Rheumatoid disease of the spine is a morbid consequence of untreated longstanding severe cervical spinal rheumatoid arthritis (RA)–an inflammatory autoimmune disease that attacks the ligaments, joints, and bones of the neck. Although the anterior subluxation of the atlantoaxial joint is the most common manifestation of the disorder, subluxation can also occur with posterior or vertical movement, and subaxial (below C2) joints can also be involved.

== Signs and symptoms ==
Atlantoaxial instability is a common asymptomatic finding in rheumatoid arthritis patients.
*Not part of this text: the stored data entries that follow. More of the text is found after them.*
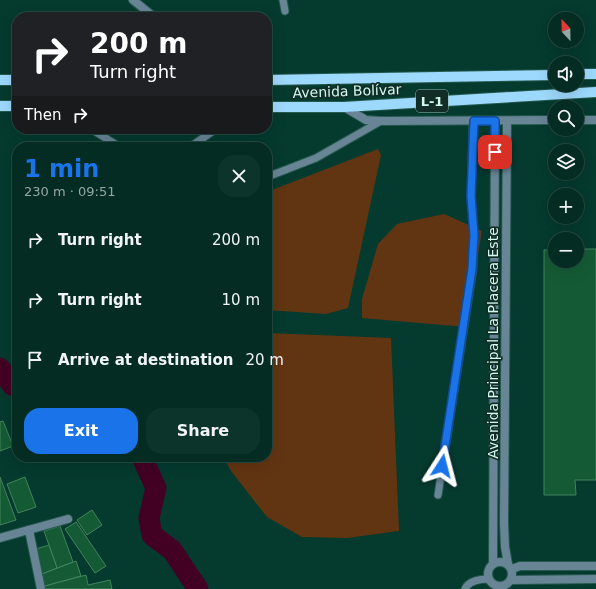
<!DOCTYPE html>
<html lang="en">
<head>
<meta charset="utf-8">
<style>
  body { margin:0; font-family:"DejaVu Sans",sans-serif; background:#0d342b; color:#f1f3f6; height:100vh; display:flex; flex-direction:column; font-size:15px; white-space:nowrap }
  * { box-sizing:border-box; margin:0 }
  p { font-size:13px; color:#97a7a6 }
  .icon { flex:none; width:22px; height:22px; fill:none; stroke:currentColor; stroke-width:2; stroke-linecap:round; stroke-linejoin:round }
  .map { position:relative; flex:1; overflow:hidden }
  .sheet { position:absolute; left:12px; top:142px; width:260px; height:320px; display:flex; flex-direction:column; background:#042c23; border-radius:16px; box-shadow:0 4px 16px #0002,0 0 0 1px #254841 }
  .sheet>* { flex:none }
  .guide { position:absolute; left:12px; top:12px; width:260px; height:122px; border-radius:16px; box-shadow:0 4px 16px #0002,0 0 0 1px #254841; background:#202124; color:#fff; overflow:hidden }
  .needle { width:26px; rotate:338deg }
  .buttons { position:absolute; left:548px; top:12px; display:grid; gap:8px }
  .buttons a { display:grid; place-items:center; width:36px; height:36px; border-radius:50%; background:#042c23; box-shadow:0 4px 16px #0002,0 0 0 1px #254841; font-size:20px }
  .pin { position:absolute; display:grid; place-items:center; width:34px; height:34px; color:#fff; margin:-17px; border-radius:8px; box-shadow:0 2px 6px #0006 }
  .me { position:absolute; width:44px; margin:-22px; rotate:9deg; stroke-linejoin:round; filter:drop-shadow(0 0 3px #0008) }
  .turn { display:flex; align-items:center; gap:14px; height:84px; padding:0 12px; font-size:18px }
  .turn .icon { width:52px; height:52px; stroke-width:2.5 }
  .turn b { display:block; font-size:28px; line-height:34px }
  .then { display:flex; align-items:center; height:38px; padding:0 12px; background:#0003; gap:8px; font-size:15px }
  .round { display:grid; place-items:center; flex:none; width:42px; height:42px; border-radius:16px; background:#0d342b }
  .summary { display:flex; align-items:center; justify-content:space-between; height:68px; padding:0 12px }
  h1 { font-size:24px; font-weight:600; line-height:30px; color:#1a73e8 }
  .primary-button { display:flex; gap:8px; margin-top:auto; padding:8px 12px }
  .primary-button a { flex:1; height:46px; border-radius:16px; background:#1a73e8; color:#fff; font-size:16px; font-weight:600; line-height:46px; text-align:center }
  .primary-button a+a { background:#0d342b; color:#f1f3f6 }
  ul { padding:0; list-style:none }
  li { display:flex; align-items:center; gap:12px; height:60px; padding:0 12px }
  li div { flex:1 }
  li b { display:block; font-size:15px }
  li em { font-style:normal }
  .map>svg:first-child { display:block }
  .garden { fill:#623512 }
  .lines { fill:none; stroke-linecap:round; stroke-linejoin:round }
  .river { stroke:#420023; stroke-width:21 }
  .building { fill:#145b35; stroke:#42835b }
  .service-casing { stroke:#25594e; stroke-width:9 }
  .minor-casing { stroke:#25594e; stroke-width:10 }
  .primary-casing { stroke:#25594e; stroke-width:12 }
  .service { stroke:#688596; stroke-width:7 }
  .minor { stroke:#688596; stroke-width:8 }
  .primary { stroke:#9dd9fc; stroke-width:10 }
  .route-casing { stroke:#114b97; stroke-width:10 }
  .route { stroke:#1a73e8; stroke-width:7 }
  .labels { text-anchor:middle; stroke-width:3.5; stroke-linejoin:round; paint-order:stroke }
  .shield { fill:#112d26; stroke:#97bcb2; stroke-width:1 }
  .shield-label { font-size:13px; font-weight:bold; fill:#d0faee }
  .street-label { font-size:14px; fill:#d0faee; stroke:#112d26 }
</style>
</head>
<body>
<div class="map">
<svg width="596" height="589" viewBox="0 0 596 589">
  <rect width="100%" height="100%" fill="#053a2f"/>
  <g class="garden">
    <path d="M378 149 381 155 348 308 326 314 267 310V192Z"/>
    <path d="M444 214 482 231 466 327 362 318V299L378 244 397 224Z"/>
    <path d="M267 333 391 338 399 531 347 538 302 537 267 517 231 471 224 457H267Z"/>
  </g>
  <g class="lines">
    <g class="river">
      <path d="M0 368 12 385 17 387"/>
      <path d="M142 457 156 488 149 518 152 535 172 550 198 589"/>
    </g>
  </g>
  <g class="building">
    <path d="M577 249H596V480H575L576 495H544V250H555V261H577Z"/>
    <path d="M3 421 13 446 0 451V422Z"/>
    <path d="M0 477 16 520 0 525Z"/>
    <path d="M25 477 36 507 18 513 7 484Z"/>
    <path d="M92 510 102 525 87 535 77 520Z"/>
    <path d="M76 522 106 566 95 573 65 529Z"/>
    <path d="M60 526 73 562 57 568 44 531Z"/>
    <path d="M49 545 57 568 42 574 36 549Z"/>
    <path d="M76 561 81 576 45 586 42 574Z"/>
    <path d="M86 575 88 585 110 580 112 589H46L45 586Z"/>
  </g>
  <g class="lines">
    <g class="service-casing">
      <g id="service">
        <path d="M283 0 285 11"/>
        <path d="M91 129 120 147"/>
        <path d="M190 147 216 129"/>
        <path d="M267 177 316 158 381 121"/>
        <path d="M438 495 473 269 474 235 471 196 473 121"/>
        <path d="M465 589C469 580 480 579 489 579"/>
      </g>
    </g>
    <g class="minor-casing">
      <g id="minor">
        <path d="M133 0 154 17"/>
        <path d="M344 107 366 120 381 121 555 120"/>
        <path d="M577 120H596"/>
        <path d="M507 121 504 523 505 547 508 564"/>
        <path d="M29 530 41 589"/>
        <path d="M0 538 68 519"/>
        <circle cx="500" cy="574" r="12"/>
        <path d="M493 564 495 121"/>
        <path d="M512 569 520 566H596"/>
        <path d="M511 580 596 579"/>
      </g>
    </g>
    <g class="primary-casing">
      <g id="primary">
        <path d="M577 74H596"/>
        <path d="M0 80H17"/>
        <path d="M267 80 555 75"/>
        <path d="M0 106H17"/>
        <path d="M267 107H344L596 92"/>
      </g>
    </g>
    <use href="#service" class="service"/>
    <use href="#minor" class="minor"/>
    <use href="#primary" class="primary"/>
  </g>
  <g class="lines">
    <g class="route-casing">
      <path id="route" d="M442 466 472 269 474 235 471 196 474 121H495V152"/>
    </g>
    <use href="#route" class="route"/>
  </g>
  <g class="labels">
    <rect class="shield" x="416" y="90" width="32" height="22" rx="3"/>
    <g class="shield-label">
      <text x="432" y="106">L-1</text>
    </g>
    <g class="street-label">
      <text transform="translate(347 91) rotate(-2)" y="5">Avenida Bolívar</text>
      <text transform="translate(493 343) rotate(-90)" y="5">Avenida Principal La Placera Este</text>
    </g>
  </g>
</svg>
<div class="buttons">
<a><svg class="needle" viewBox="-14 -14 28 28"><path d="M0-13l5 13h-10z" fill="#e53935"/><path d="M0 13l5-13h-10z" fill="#97a7a6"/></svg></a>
<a><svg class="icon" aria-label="sound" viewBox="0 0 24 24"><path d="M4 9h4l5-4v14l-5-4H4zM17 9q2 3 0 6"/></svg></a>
<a><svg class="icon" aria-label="search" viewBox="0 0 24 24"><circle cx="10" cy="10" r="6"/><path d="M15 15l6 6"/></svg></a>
<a><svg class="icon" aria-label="layers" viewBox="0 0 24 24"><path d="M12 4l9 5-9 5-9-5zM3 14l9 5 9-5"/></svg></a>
<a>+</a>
<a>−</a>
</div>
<div class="pin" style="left:495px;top:152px;background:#d93025"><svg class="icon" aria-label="arrive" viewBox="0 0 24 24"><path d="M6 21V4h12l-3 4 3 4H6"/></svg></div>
<svg class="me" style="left:442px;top:466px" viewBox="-20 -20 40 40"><path d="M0-17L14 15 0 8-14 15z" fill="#1a73e8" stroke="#fff" stroke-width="4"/></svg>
<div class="guide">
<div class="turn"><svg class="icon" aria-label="right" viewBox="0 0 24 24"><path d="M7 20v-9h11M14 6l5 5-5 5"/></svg><div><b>200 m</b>Turn right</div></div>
<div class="then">Then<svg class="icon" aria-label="right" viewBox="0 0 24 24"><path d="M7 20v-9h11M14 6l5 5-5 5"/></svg></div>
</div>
<section class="sheet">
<div class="summary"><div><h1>1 min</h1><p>230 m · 09:51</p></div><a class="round"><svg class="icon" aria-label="close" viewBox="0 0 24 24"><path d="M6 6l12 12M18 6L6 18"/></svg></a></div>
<ul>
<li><svg class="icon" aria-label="right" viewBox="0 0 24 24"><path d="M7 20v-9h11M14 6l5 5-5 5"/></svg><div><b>Turn right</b></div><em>200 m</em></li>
<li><svg class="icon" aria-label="right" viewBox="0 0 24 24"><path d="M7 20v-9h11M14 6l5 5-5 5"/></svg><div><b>Turn right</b></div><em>10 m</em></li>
<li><svg class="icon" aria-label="arrive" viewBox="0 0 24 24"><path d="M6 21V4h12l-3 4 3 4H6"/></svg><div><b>Arrive at destination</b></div><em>20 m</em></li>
</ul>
<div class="primary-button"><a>Exit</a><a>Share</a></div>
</section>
</div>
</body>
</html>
However, it can lead to cervical myelopathy. Patients with atlantoaxial instability can experience neck pain and headaches in the back of the head (occipital headaches). Myelopathic symptoms include: weakness, gait disturbance, paresthesias, and loss of dexterity (e.g. difficulty buttoning clothing).

== Causes ==
The inflammatory mediators of RA including cytokines, growth factors, metalloproteinases destroy articular cartilage, subchondral bone, tendons and ligaments. Destructive synovitis leads to bone erosion and causes the ligaments of the spine to become too laxed (loose), eventually resulting in cervical spinal instability (loose neck bones).

== Diagnosis ==

=== Physical exam ===
On palpation, the examiner may find crepitus at the neck joint and unstable movement including a positive "clunk test" (palpable subluxation). Lhermitte's sign may be elicited with head flexion.

=== Imaging ===
As many as 50% of people with radiographic instability are actually asymptomatic. Initial radiography should include flexion and extension lateral X-rays in addition to static anterior/posterior and lateral views. These views are often repeated every 2–3 years, especially in patients with new symptoms or possibly requiring future intubation. Progression of disease is measured via anterior atlantodental interval (AADI), and posterior atlantodental interval (PADI). Other techniques include the Ranawat Index, MacGregor Line, the Clark stations, and the Redlund-Johnell measurement.

== Management ==
Up to 10% of patients with rheumatoid arthritis are at risk of sudden death due to unrecognized cord compression. Thus surgical intervention is a reasonable choice in the presence of a neurologic deficit as a result of instability. In fact, early surgery for atlantoaxial subluxation may actually delay the debilitating progress of myelopathy.